Collection entries:
--

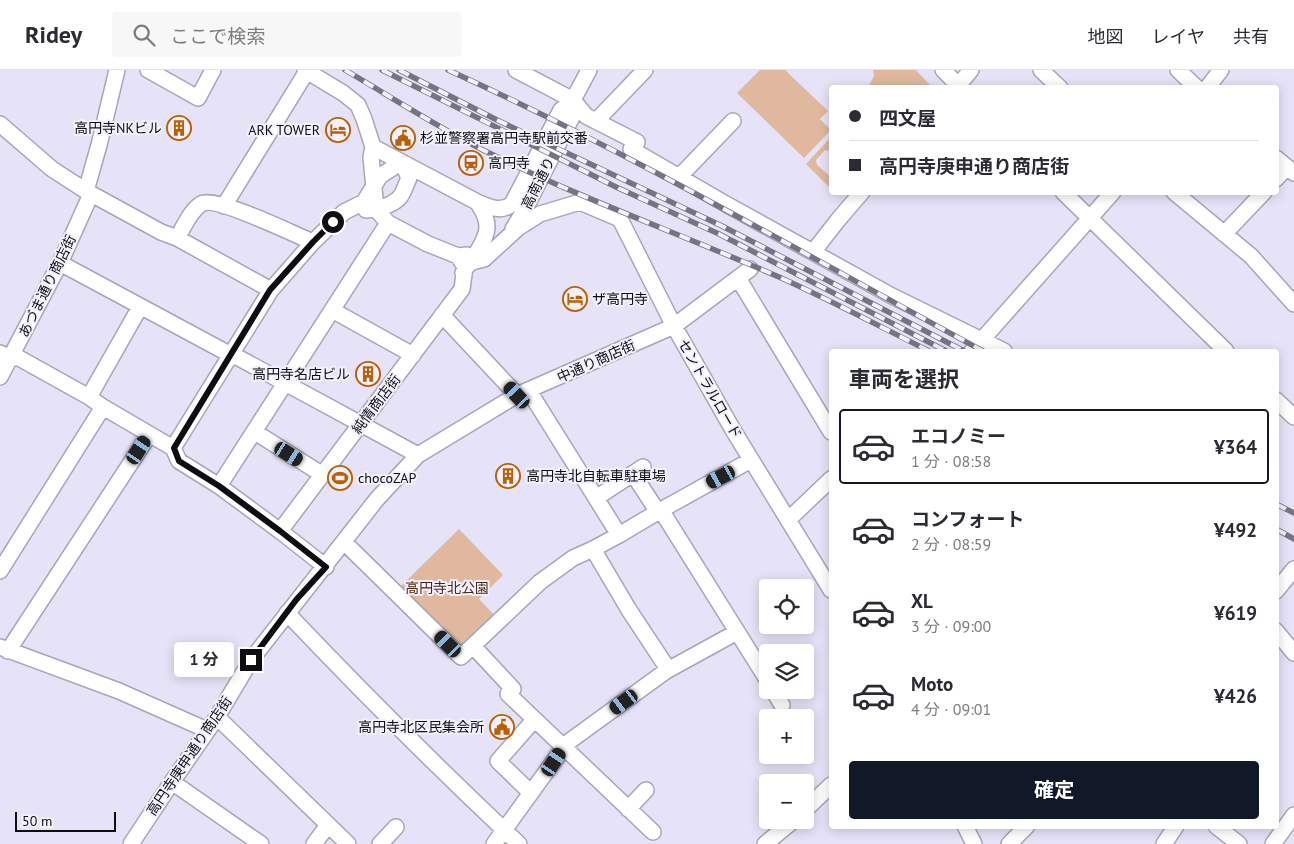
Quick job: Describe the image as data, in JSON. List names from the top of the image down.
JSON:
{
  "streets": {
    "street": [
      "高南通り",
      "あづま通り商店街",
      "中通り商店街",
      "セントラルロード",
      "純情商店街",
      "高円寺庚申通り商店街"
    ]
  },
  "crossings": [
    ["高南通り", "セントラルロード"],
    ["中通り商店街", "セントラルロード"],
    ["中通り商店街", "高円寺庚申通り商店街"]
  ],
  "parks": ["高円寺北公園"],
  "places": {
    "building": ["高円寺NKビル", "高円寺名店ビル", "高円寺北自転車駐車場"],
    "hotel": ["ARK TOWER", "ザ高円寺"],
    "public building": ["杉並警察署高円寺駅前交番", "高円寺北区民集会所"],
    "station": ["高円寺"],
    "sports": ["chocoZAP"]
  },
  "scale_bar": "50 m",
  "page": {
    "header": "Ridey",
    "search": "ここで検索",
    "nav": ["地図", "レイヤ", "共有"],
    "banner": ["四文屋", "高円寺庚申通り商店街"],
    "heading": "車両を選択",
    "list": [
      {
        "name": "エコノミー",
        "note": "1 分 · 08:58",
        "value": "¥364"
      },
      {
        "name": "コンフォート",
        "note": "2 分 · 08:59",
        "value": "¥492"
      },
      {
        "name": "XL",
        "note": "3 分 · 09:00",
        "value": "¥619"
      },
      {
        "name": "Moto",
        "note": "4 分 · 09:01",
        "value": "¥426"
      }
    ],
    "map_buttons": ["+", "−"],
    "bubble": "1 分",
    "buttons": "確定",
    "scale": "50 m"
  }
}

--

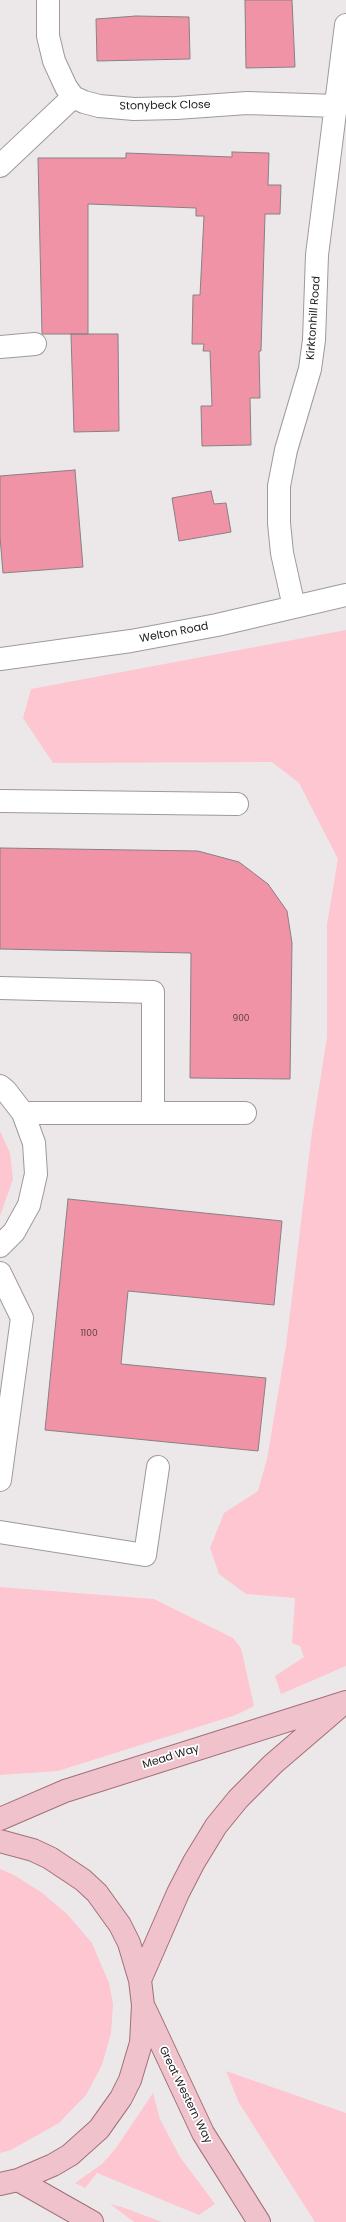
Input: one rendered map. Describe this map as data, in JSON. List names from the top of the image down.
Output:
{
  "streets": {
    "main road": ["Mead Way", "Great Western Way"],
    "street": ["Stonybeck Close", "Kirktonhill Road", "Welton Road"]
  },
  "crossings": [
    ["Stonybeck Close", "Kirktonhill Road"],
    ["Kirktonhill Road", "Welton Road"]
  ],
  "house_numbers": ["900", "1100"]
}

--

EXERCISE PROMPT. Go line by line through the data above and report each one that holds the string "from".

RESPONSE TO THIS EXERCISE.
Quick job: Describe the image as data, in JSON. List names from the top of the image down.
Input: one rendered map. Describe this map as data, in JSON. List names from the top of the image down.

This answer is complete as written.